Task to carry out:
Among the entries below, only the lines from the one with "I am building" through the one with "Input: one rendered" are to be retyped, exactly and without pictures.

[Records from a data source]
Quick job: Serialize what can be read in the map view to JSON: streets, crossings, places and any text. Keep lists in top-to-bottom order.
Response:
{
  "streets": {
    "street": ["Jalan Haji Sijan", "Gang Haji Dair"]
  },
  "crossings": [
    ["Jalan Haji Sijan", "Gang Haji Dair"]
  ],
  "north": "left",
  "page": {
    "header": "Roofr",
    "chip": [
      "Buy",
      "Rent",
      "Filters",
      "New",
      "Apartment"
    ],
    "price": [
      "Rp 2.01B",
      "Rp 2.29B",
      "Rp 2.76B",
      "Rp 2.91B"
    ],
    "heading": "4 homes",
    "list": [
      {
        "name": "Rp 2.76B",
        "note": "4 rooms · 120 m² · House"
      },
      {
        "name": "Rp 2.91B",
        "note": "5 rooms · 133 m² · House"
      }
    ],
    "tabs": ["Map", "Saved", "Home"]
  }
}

--

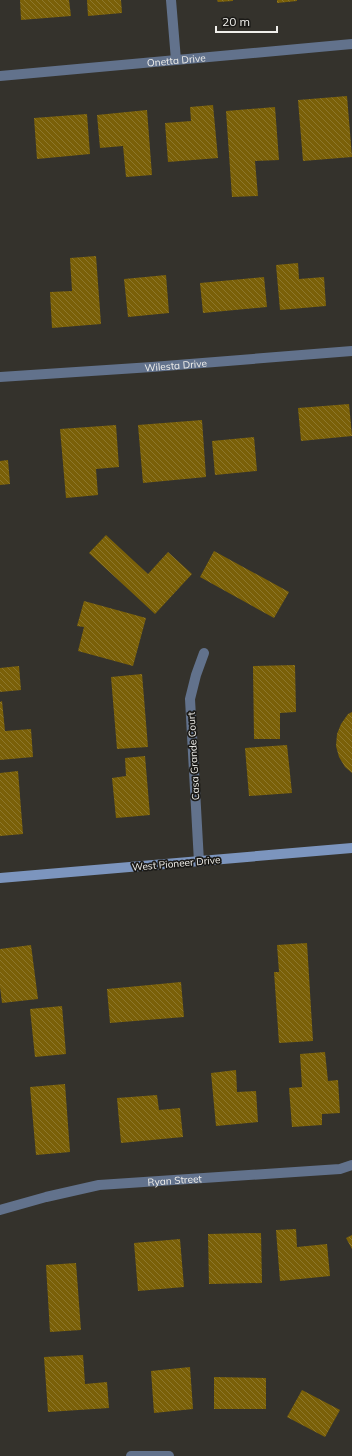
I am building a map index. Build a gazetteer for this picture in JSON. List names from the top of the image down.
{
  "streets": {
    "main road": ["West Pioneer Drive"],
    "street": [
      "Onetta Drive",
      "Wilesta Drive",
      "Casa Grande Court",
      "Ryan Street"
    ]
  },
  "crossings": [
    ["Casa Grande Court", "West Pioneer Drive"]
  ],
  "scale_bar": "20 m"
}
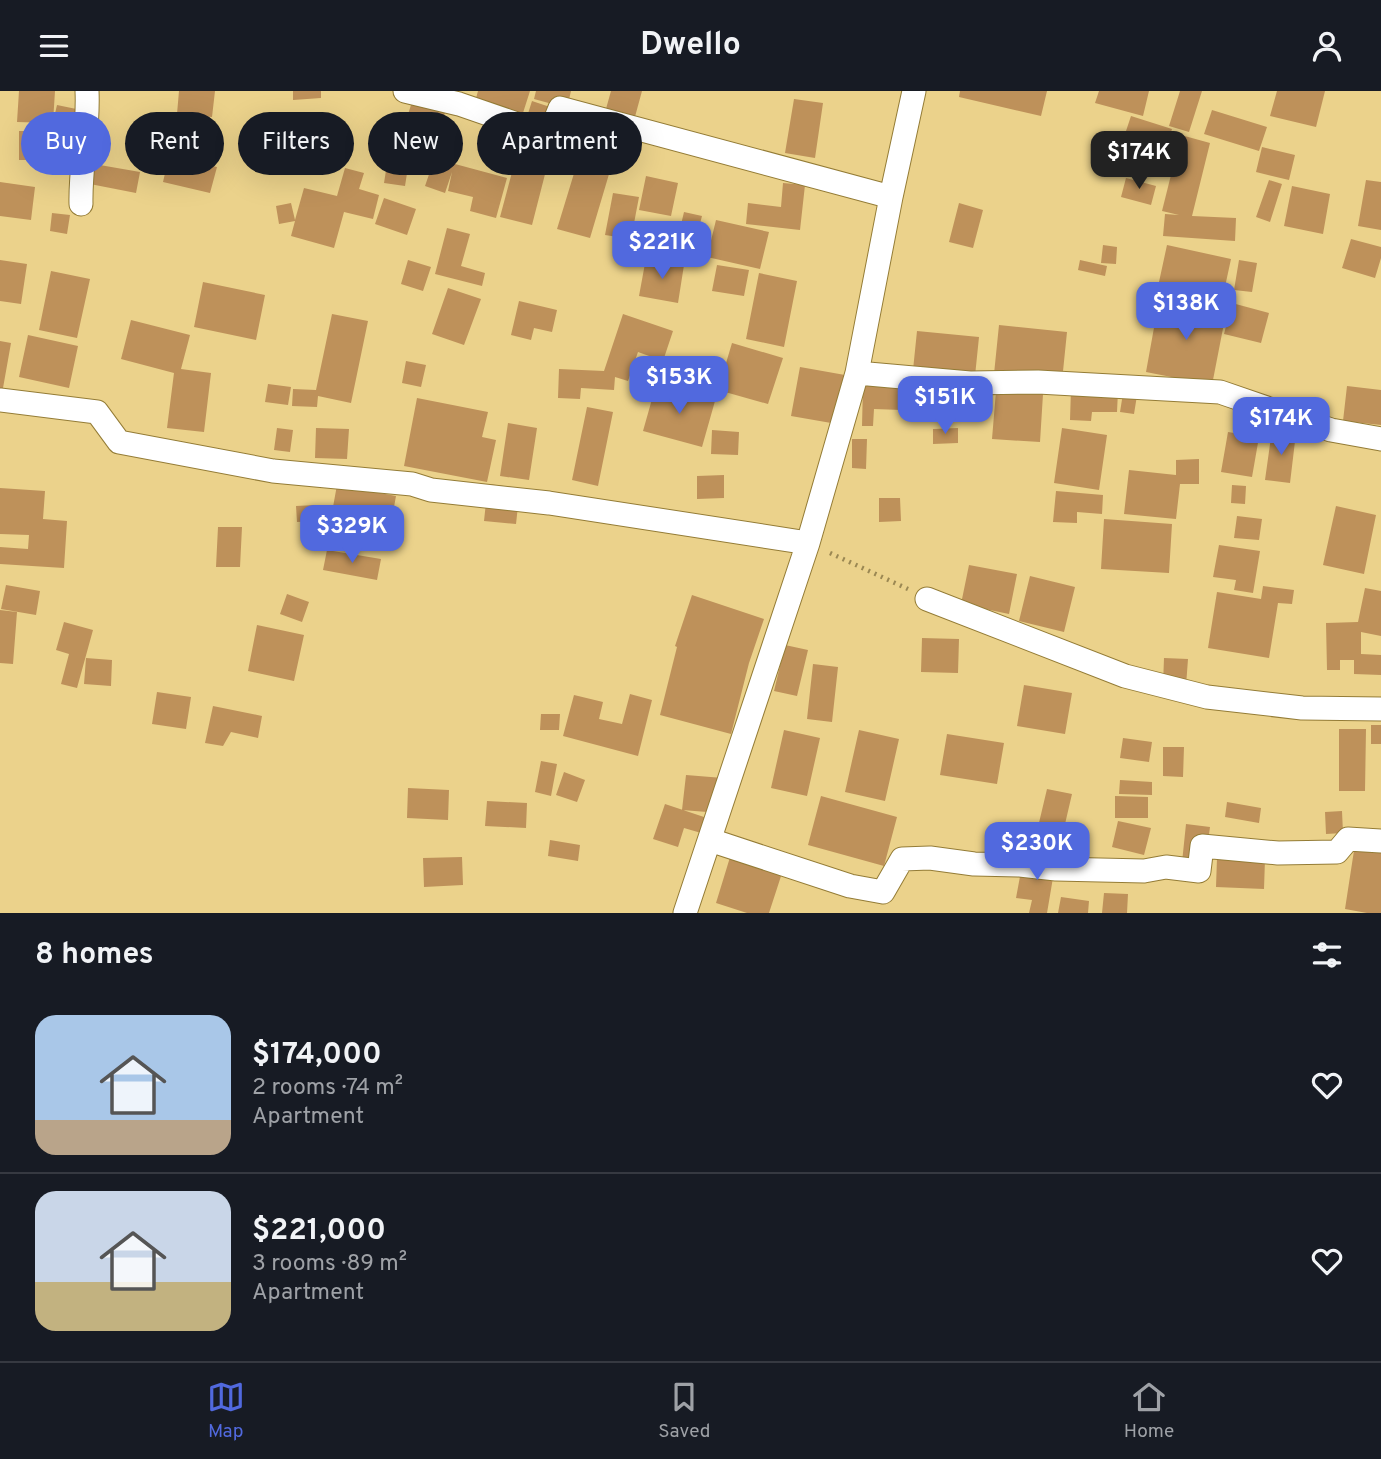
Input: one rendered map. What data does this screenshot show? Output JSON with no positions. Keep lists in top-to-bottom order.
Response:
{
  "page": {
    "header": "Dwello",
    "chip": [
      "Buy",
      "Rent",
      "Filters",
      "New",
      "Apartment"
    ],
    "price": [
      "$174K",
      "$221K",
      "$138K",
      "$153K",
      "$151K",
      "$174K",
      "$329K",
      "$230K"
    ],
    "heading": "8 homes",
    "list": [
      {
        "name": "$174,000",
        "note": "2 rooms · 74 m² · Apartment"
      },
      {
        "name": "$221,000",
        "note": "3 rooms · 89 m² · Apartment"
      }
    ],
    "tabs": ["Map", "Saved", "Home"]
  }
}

Answer box:
I am building a map index. Build a gazetteer for this picture in JSON. List names from the top of the image down.
{
  "streets": {
    "main road": ["West Pioneer Drive"],
    "street": [
      "Onetta Drive",
      "Wilesta Drive",
      "Casa Grande Court",
      "Ryan Street"
    ]
  },
  "crossings": [
    ["Casa Grande Court", "West Pioneer Drive"]
  ],
  "scale_bar": "20 m"
}
Input: one rendered map. What data does this screenshot show? Output JSON with no positions. Keep lists in top-to-bottom order.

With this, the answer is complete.